_TASK BRIEF_
Print the data exactly as it is given, please.

_MATERIAL SUPPLIED_
-- -- --

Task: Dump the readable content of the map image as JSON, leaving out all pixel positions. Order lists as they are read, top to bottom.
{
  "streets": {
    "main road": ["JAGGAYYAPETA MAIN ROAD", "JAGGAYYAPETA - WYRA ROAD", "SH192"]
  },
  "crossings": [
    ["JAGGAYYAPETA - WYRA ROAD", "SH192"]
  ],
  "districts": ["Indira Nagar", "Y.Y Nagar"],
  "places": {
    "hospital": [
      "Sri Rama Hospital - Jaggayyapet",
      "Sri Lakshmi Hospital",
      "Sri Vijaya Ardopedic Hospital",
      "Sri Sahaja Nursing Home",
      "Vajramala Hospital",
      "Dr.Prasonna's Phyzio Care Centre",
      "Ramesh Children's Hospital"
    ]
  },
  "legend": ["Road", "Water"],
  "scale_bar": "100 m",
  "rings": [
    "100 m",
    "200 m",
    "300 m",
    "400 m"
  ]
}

-- -- --

_OUTPUT OF THE TASK_
Task: Dump the readable content of the map image as JSON, leaving out all pixel positions. Order lists as they are read, top to bottom.
{
  "streets": {
    "main road": ["JAGGAYYAPETA MAIN ROAD", "JAGGAYYAPETA - WYRA ROAD", "SH192"]
  },
  "crossings": [
    ["JAGGAYYAPETA - WYRA ROAD", "SH192"]
  ],
  "districts": ["Indira Nagar", "Y.Y Nagar"],
  "places": {
    "hospital": [
      "Sri Rama Hospital - Jaggayyapet",
      "Sri Lakshmi Hospital",
      "Sri Vijaya Ardopedic Hospital",
      "Sri Sahaja Nursing Home",
      "Vajramala Hospital",
      "Dr.Prasonna's Phyzio Care Centre",
      "Ramesh Children's Hospital"
    ]
  },
  "legend": ["Road", "Water"],
  "scale_bar": "100 m",
  "rings": [
    "100 m",
    "200 m",
    "300 m",
    "400 m"
  ]
}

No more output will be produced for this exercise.